▶ [Work item]: Report every line of the records below that contains the word "Mexico".

[Collected data]
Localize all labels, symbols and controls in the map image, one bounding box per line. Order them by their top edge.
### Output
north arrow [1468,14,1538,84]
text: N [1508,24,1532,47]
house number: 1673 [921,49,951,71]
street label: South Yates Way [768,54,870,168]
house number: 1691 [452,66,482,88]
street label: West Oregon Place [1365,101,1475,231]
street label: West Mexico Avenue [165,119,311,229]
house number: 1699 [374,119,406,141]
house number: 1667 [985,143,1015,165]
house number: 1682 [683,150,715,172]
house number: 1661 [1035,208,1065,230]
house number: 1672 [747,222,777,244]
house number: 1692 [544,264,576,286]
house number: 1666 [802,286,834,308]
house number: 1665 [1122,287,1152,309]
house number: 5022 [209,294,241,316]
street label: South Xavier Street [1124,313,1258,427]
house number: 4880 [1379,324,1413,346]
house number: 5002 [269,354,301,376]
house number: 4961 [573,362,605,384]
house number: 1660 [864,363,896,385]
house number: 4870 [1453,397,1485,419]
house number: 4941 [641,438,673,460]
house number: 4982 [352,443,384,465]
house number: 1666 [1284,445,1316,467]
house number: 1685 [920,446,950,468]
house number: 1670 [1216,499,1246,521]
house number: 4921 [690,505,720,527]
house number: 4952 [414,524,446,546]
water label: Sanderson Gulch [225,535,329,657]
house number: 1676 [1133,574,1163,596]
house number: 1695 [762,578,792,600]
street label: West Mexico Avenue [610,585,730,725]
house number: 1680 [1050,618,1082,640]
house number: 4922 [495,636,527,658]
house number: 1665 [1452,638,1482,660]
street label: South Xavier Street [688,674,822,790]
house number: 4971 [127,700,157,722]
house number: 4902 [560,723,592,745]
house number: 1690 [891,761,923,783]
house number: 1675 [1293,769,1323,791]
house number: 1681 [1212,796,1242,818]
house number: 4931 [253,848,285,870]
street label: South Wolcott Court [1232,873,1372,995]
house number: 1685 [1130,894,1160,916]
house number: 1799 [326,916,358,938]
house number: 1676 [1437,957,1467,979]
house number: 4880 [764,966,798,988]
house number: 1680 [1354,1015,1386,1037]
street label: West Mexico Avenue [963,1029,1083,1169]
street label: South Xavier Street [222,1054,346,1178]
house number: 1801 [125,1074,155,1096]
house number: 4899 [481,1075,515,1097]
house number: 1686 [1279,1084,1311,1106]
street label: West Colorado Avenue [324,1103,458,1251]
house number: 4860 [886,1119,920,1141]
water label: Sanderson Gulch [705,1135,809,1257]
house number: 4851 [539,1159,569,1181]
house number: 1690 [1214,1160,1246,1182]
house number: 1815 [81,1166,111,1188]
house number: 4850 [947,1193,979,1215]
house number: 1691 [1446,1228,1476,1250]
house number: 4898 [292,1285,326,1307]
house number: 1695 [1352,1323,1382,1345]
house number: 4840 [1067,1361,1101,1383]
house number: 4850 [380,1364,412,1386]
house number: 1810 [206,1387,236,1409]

▶ [Completed exercise]:
street label: West Mexico Avenue [165,119,311,229]
street label: West Mexico Avenue [610,585,730,725]
street label: West Mexico Avenue [963,1029,1083,1169]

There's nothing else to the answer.